On 2008-12-31 at 01:16 +0000, Martin Ebourne wrote:
> Yes, that's right, in zsh it's a negative option, and rmstartwait goes
> one even better than that:
> 
> RM_STAR_SILENT (-H) <K> <S>
>      Do not query the user before executing `rm *' or `rm path/*'.

For reference for the non-zsh folks: that's a command-line option -H to
activate this option (turn off the prompt/warning) and a note that in
ksh and sh emulation modes this is automatically on (thus silent).

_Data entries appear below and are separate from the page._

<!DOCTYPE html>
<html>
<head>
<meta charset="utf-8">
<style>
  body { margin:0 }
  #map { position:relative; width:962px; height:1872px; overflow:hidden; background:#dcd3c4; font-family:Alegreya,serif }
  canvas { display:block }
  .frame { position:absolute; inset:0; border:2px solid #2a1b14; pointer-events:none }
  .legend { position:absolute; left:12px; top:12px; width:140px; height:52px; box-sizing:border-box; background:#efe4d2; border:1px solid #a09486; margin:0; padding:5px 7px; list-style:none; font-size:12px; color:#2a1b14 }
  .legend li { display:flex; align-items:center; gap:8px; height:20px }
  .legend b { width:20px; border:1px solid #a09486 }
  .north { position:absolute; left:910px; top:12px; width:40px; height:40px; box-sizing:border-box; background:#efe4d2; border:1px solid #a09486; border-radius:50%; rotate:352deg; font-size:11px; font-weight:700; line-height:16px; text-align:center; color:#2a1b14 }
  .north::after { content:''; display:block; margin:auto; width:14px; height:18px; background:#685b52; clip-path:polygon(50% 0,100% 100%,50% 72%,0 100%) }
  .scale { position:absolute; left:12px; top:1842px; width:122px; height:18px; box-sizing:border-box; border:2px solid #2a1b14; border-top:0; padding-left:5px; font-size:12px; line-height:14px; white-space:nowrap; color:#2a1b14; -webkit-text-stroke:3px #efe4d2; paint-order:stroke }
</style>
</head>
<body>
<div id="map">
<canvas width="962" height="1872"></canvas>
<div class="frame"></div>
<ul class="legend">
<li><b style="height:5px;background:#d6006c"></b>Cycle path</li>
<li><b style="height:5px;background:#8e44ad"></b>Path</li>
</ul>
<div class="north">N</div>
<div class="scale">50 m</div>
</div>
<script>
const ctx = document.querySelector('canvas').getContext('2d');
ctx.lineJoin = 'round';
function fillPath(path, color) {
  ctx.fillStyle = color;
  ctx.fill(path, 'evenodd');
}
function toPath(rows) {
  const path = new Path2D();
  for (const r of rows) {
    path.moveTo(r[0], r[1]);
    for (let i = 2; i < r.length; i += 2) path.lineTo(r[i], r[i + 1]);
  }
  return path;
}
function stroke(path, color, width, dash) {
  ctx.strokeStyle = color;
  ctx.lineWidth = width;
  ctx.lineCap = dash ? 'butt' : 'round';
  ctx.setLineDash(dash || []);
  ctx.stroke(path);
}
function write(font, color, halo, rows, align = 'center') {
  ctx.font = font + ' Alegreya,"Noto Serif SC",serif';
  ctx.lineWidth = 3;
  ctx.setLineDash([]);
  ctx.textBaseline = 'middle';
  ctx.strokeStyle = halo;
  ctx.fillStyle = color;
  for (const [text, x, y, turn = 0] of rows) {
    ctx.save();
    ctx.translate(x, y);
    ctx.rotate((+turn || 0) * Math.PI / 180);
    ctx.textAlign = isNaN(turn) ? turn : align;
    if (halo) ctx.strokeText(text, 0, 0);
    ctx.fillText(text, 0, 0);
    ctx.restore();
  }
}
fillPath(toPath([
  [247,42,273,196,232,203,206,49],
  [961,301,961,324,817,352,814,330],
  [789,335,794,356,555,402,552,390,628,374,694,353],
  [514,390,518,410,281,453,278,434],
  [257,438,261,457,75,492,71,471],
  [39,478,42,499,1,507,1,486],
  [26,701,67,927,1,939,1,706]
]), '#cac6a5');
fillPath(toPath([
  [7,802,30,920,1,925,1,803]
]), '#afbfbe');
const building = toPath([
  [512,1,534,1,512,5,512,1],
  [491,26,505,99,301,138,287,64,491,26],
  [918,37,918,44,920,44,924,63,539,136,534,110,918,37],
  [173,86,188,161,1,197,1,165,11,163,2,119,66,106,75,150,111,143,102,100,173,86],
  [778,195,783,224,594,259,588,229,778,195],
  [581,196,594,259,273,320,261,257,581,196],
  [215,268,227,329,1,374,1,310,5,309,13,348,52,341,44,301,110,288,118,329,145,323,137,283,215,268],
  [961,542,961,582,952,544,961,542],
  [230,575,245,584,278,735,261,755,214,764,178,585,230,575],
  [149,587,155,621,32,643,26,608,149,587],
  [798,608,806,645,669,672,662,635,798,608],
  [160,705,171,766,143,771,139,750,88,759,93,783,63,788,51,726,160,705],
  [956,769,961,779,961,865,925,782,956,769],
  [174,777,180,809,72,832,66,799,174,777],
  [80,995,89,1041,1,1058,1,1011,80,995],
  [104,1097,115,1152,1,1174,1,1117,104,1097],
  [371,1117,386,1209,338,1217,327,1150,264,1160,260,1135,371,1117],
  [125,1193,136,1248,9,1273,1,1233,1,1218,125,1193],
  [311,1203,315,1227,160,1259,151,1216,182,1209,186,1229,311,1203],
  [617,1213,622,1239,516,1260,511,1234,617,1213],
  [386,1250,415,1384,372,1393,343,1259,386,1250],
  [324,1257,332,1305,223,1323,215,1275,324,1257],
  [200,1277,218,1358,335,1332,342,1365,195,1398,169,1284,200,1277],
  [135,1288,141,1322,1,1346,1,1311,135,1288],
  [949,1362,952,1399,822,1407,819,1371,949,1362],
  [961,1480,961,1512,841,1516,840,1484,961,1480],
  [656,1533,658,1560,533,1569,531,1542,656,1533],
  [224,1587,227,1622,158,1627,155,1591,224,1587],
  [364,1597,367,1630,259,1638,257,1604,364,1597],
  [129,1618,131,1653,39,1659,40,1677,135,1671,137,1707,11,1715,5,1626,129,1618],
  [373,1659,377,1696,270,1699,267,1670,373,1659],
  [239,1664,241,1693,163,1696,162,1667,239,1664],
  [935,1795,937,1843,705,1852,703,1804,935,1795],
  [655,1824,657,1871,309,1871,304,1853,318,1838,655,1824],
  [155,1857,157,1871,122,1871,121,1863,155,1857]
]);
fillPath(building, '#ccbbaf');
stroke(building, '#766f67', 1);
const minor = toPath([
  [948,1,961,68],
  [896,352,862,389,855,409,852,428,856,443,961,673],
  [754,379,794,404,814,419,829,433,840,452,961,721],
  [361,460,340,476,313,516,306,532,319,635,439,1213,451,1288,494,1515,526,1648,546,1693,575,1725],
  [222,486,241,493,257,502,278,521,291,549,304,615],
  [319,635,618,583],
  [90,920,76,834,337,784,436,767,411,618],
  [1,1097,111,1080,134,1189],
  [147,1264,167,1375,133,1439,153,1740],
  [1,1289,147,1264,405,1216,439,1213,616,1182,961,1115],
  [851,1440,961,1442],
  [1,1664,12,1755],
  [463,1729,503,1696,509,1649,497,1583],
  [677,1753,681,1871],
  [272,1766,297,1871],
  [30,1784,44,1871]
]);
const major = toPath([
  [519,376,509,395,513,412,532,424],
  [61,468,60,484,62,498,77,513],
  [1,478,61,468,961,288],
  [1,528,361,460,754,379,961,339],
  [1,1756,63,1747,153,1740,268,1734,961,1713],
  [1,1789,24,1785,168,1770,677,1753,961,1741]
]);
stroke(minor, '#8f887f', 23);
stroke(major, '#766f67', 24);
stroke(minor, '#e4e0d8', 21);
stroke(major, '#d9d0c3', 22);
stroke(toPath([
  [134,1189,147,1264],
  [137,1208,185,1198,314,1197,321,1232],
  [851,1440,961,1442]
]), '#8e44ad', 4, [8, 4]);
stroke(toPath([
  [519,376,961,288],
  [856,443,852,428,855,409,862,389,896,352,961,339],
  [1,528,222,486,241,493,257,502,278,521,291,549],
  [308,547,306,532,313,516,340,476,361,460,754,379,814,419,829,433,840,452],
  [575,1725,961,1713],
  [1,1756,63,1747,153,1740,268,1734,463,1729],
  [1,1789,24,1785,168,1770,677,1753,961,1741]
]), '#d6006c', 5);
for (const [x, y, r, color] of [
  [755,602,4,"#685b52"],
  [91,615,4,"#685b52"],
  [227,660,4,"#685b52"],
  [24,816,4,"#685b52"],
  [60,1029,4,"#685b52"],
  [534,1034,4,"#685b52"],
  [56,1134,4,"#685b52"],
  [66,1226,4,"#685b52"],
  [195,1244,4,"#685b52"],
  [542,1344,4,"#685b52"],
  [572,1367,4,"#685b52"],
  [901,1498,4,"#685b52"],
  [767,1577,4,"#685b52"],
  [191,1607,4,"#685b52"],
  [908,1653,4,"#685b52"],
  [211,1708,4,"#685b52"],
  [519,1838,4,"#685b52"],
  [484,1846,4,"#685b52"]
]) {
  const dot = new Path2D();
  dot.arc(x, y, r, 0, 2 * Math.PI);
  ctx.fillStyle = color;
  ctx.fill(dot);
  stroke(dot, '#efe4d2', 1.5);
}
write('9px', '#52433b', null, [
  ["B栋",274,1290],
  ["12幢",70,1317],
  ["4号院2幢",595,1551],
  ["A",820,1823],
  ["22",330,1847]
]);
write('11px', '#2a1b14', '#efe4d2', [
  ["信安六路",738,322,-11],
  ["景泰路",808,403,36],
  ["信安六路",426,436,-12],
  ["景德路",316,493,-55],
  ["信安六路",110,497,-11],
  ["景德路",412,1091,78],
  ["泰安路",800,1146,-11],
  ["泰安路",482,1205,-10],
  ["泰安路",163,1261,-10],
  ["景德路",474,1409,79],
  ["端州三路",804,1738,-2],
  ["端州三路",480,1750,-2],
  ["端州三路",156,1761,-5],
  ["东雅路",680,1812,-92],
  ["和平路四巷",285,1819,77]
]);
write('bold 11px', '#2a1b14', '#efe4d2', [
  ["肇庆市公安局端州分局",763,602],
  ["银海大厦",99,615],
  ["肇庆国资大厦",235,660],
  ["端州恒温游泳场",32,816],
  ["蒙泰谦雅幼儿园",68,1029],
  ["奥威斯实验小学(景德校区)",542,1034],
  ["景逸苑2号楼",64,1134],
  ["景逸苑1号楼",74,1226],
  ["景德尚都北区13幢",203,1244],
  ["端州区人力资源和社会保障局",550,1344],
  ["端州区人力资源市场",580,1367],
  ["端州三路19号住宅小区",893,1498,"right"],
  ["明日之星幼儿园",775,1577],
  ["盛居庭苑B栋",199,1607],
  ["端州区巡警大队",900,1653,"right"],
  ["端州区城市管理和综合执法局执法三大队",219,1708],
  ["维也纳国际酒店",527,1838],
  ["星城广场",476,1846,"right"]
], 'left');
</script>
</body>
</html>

In zsh, it's not for the built-in rm, it's a pre-check before running
the normal rm.  (The "built-in" is actually dynamically loaded from
zsh/files which is a bunch of emergency commands, predating busybox,
rather than POSIX-compatible implementations; was rather useful recently
when I managed to hose a system so that exec() couldn't work but I could
still load dynamic modules).

The prompting isn't new; I think it's been there for at least a decade.
Hrm, was present in rev 1.1 in the current CVS, so was there in 1999.

> RM_STAR_WAIT
>      If querying the user before executing `rm *' or `rm path/*', first
>      wait ten seconds and ignore anything typed in that time.  This
>      avoids the problem of reflexively answering `yes' to the query
>      when one didn't really mean it.  The wait and query can always be
>      avoided by expanding the `*' in ZLE (with tab).

The lack of adornments to the name there indicates that this behaviour
is *not* turned on by default -- the user has to explicitly request this
behaviour.  Nobody on zsh-devel is ever likely to force this on for
everyone, that would be ... well, too hateful.